We have a place we can touch, walk, run or drive through, a place where children can play and explore, where families can meet and where any one of us can find a stillness unheard of in any other city. It is a place of quietly lapping saltwater waves, playgrounds and 500-year-old trees.
Yes, I’m talking about Point Defiance Park.
Few states have their own original, living remnants of their primordial past. Many of the trees in Point Defiance are older than our nation. Some are older than most nations of the world.
Any city can build a monument to itself. Point Defiance is not a monument to us; it is a testament to our history and our ultimate gift to the future.
There is nothing dazzling about Point Defiance. It offers refuge more than distraction, restoration more than entertainment. Point Defiance is large enough to be (almost) all things to all people, no matter what their age, interest or ability level.
The beauty of Point Defiance is that we didn’t build it. Our duty is not to fix it or even manage it. Our work is to keep it from being torn apart by our own hands.

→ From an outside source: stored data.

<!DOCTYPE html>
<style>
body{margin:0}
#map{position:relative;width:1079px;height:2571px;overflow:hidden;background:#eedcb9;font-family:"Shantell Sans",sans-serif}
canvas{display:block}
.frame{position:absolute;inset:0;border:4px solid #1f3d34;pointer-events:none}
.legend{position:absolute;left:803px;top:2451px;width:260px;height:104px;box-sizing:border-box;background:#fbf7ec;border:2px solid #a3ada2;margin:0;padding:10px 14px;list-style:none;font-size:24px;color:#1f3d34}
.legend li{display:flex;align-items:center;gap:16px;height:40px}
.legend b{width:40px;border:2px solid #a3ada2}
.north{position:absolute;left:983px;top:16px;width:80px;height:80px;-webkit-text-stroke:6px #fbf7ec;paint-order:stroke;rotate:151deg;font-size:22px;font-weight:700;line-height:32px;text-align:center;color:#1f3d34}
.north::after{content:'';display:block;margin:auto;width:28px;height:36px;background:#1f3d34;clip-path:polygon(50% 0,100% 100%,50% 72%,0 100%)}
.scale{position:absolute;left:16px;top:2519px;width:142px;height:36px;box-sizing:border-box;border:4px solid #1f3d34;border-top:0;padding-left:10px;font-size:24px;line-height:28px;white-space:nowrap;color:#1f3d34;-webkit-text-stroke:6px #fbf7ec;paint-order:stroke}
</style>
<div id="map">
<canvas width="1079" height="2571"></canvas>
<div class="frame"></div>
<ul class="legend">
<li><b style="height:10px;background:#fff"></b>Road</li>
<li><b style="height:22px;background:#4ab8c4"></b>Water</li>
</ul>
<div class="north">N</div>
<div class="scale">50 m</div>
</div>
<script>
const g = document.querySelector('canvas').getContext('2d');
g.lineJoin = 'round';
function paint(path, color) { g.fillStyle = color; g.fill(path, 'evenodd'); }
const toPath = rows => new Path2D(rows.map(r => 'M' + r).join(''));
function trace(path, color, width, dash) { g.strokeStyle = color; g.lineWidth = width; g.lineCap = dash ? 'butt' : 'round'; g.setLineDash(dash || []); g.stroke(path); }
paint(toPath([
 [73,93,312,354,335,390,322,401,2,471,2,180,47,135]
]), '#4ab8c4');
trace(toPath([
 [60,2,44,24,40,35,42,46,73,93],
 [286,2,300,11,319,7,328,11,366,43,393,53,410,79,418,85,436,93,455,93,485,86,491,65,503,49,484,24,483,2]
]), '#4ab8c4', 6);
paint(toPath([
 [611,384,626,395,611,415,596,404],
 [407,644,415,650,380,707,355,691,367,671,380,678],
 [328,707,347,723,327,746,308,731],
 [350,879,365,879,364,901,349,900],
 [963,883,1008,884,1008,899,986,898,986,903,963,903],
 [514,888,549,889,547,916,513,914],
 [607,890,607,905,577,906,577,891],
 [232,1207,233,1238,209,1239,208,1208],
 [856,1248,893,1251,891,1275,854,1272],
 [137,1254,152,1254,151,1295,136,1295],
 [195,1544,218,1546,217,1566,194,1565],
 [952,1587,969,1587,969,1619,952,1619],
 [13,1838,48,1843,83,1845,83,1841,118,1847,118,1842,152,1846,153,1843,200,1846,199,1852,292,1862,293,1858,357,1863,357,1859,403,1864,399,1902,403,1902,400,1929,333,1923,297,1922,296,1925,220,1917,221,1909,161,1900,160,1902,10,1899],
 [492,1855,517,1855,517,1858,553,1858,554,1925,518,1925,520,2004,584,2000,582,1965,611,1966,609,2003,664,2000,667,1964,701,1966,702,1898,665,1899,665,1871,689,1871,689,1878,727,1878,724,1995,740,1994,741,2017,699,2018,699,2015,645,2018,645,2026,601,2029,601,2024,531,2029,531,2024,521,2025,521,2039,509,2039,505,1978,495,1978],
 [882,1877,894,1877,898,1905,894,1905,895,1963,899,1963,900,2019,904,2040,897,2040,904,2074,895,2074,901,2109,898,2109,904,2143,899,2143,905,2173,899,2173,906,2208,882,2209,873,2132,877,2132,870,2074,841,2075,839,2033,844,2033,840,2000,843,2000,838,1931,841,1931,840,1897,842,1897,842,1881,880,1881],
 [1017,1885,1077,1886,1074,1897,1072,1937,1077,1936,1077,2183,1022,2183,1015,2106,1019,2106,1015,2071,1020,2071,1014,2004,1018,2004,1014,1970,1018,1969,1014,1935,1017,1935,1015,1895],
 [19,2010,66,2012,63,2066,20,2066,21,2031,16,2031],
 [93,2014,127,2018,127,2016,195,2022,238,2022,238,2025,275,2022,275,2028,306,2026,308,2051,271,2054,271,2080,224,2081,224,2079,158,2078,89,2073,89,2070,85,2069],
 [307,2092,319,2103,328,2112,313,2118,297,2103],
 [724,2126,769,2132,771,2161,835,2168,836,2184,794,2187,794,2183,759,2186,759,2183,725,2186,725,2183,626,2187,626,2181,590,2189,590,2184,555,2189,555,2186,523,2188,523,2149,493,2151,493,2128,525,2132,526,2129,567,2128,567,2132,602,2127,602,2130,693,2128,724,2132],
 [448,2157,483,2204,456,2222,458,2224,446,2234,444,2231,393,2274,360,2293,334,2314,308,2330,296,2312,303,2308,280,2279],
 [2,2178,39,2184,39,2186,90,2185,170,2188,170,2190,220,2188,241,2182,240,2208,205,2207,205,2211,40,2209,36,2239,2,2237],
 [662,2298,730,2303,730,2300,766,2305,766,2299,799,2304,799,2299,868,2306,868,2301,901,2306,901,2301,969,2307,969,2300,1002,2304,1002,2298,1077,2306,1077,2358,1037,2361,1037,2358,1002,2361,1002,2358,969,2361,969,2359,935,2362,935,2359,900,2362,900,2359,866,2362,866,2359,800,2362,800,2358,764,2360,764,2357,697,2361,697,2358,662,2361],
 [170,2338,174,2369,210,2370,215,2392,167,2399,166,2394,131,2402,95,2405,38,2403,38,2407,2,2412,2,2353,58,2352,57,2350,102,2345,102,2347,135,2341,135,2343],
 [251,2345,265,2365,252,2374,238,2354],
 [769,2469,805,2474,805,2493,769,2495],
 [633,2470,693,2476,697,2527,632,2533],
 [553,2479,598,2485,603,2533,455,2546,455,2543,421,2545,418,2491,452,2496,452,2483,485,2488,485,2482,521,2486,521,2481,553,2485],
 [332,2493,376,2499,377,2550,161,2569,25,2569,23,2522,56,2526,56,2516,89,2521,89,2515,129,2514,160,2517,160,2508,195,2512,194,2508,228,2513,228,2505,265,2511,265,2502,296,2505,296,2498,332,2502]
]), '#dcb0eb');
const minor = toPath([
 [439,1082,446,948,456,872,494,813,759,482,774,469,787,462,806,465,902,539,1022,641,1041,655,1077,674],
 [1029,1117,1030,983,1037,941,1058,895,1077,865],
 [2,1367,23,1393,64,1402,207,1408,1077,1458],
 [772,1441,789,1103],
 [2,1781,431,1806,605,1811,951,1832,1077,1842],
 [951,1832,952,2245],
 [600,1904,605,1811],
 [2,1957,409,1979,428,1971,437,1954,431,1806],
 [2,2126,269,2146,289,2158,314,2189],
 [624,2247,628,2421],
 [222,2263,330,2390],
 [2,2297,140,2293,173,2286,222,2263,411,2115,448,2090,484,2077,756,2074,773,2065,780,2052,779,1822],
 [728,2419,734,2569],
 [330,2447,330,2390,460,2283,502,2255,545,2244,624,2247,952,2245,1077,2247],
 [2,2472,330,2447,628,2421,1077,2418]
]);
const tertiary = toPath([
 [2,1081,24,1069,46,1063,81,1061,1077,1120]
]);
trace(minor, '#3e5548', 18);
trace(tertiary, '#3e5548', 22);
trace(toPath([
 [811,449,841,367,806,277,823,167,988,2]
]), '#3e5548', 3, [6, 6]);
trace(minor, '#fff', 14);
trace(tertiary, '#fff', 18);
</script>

My goal for Point Defiance is maximum use and maximum protection; these need not be contradictory.
Any park can have a playground, but what are some activities that take advantage of the features unique to Point Defiance? What are some projects that enhance the historical and natural educational opportunities only Point Defiance can offer, without adding too much traffic or cost.
Here’s my suggestion: If you’ve lost track of time, or walked too far from your car near closing time, you have probably noticed that the park gets dark. Really dark.
The old Camp 6 site (currently a gravel parking lot) would be an ideal site for a nighttime observatory. Local schools – Tacoma’s Sciene and Math Institute, the University of Puget Sound, Pacific Lutheran University, Pierce College and Tacoma Community College (among many others) – could combine their resources for a one-of-a-kind eye to the stars.
The newly opened corner of the park near the go-kart track could be dedicated to more active uses – like retail. But should it?
If you love Point Defiance, and have ideas about what we should (or should not) do, Metro Parks is sponsoring a series of public forums on the fourth Thursday of the month in February, March and April. The forums begin at 6 p.m. at the Point Defiance Zoo & Aquarium Education Center.
There are many changes afoot in our beloved park. Be a part of them. Tacoma might not be the most exciting place to visit, but it is a wonderful place to live.
M. (Morf) Morford of Tacoma is a former reader columnist. He serves on the Point Defiance Park steering committee and is chairman of the North End Neighborhood Council. Email him at firstname.lastname@example.org.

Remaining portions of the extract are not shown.